Pemerintah mendorong percepatan realisasi Proyek Abadi Masela yang telah tertunda selama puluhan tahun.
![]()
Bahlil Dorong Percepatan Proyek Abadi Masela, Usulkan Danantara Serap Produksi Gas. Foto: Kementerian ESDM.
IDXChannel - Pemerintah mendorong percepatan realisasi Proyek Abadi Masela yang telah tertunda selama puluhan tahun.
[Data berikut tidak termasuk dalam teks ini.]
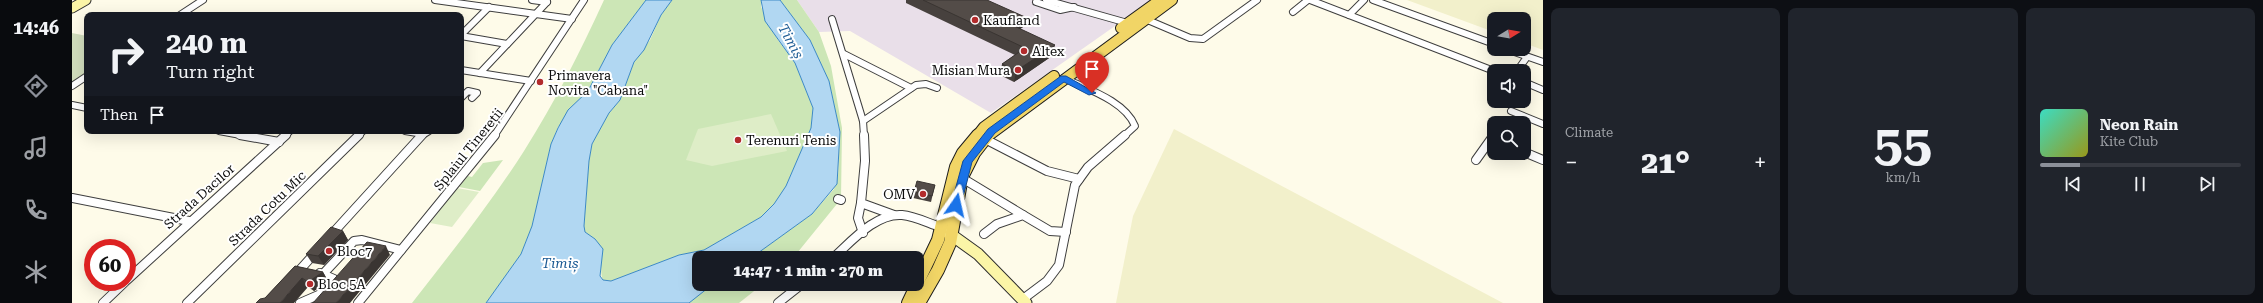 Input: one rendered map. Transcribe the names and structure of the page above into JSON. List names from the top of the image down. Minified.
{"streets":{"street":["Splaiul Tinereții","Strada Dacilor","Strada Cotu Mic"]},"water":["Timiș"],"places":["Kaufland","Altex","Misian Mura","Primavera Novita \"Cabana\"","Terenuri Tenis","OMV","Bloc7","Bloc 5A"],"north":"right","page":{"tabs":"14:46","tile":["Climate",["55","km/h"]],"turn":["240 m","Turn right"],"then":"Then","song":["Neon Rain","Kite Club"],"heat":["−","21°","+"],"limit":"60","trip":"14:47 · 1 min · 270 m"}}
Dalam pertemuan dengan pimpinan perusahaan energi Jepang Inpex Corporation di Tokyo, Menteri Energi dan Sumber Daya Mineral Bahlil Lahadalia meminta agar proyek gas besar di Laut Arafura tersebut segera masuk tahap keputusan investasi akhir dan tidak kembali mengalami penundaan.
Proyek yang nilai investasinya mencapai USD20 miliar atau sekitar Rp339 triliun (dengan kurs Rp16.900 per dolar AS) ini memiliki nilai penggerak ekonomi baru bagi Indonesia Timur sekaligus sumber pasokan gas besar untuk industri nasional di masa depan.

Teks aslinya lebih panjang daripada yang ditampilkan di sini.